Psilocybin for Addiction: Matthew Johnson on Smoking Cessation and Beyond
About This Video
Matthew Johnson presents the findings from the Johns Hopkins smoking cessation trial and discusses the broader implications for addiction medicine. The 80% smoking abstinence rate at 6 months — compared to 35% for the best available conventional treatments — is the headline finding, but Johnson spends considerable time explaining why and how psilocybin works against addiction in ways that pharmacological approaches generally don't. The key insight: addiction is maintained by rigid psychological patterns, habitual self-narratives, and the compulsive pull of the habit loop. Psilocybin disrupts all three simultaneously via DMN suppression, neuroplasticity promotion, and the motivational transformation associated with the mystical experience. Johnson is careful to note that the therapeutic context is not incidental — preparation and integration work appear to be essential components, not optional supplements.
Key Takeaways
- 80% smoking abstinence at 6 months — more than double the best conventional treatment outcomes.

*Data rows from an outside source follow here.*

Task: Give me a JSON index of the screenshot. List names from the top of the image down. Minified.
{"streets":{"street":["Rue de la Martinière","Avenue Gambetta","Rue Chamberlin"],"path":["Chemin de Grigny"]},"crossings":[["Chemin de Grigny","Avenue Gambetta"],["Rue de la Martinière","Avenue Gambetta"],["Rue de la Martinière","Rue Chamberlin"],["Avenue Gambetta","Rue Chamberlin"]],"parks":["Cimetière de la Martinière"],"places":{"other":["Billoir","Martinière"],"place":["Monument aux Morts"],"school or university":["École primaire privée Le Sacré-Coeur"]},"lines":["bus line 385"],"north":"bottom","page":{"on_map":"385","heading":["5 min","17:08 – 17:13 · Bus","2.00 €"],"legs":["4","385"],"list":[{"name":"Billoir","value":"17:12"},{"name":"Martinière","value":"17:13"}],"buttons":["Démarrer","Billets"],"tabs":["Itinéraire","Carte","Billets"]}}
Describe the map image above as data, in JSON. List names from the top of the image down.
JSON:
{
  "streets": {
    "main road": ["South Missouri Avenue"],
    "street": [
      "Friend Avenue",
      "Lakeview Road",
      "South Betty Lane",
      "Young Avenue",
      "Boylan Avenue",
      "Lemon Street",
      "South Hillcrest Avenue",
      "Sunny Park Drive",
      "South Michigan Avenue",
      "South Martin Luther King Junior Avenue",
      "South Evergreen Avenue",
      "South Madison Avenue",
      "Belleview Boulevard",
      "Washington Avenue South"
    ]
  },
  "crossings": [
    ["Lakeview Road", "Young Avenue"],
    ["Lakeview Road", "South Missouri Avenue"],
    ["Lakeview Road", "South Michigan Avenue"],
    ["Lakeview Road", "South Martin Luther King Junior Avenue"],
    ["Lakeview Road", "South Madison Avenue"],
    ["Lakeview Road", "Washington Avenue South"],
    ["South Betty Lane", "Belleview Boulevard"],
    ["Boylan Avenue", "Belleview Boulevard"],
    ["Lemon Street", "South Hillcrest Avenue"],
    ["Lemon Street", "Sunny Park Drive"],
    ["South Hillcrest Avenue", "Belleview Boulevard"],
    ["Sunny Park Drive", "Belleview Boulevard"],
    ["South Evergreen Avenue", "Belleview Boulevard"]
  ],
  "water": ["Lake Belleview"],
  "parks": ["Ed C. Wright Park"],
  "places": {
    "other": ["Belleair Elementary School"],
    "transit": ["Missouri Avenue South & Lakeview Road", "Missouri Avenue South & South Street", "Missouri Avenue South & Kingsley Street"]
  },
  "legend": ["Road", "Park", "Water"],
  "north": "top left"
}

- The mechanism involves simultaneously disrupting habit loops, self-narratives, and the compulsive drive through DMN suppression.
- The strength of the mystical experience during the session is the single strongest predictor of long-term abstinence.
- Preparation (several sessions before psilocybin) and integration (sessions after) are essential to outcomes, not optional.
- Johnson discusses extending this work to alcohol use disorder and opioid addiction, where early data is also promising.